At Timah Partners, its CEO is betting that culture and long-term training, not quick deals, will secure the elusive SME succession

What makes the CSP radical is its cultural ambition: to make SMEs a first-choice career path. “SME succession should not be a concern — it should be a given. But that continuity as a given only happens when SMEs are not a last resort for a career, but a first-choice destination.”

Other regions have already shown this is possible. Conglomerates in Korea and India funnel top graduates into brick-and-mortar units. Private equity in the US attracts business school talent into “unsexy” companies. Chua wants Timah to be the gravitational centre for the same kind of talent gravity here. “If we can attract talent into SMEs, we can save SMEs permanently.”

This is why Timah’s first CSP candidate, Kelvin Ho, matters. He arrives from the upper echelons of professional services, pedigreed, capable, yet choosing SMEs as the arena for his life’s work.
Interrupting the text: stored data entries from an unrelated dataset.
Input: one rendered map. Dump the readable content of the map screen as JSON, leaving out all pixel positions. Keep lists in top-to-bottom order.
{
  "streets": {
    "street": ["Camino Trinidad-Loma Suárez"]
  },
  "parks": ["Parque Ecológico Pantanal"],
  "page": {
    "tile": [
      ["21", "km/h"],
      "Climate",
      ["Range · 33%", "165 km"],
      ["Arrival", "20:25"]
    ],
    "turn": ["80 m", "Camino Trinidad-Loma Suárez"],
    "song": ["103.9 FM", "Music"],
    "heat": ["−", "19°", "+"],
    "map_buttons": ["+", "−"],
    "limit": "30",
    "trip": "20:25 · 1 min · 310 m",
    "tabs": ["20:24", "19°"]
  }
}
His decision signals what Chua hopes will become a cultural cascade: that the best and brightest will see succession not as compromise but as a calling.

The ambition is quiet but profound: a Southeast Asia filled with SMEs that endure across generations, led by people who see stewardship as prestige rather than penalty. A region where continuity is assumed, where the dignity of the towkay is protected, and where the next generation chooses SMEs not reluctantly, but proudly.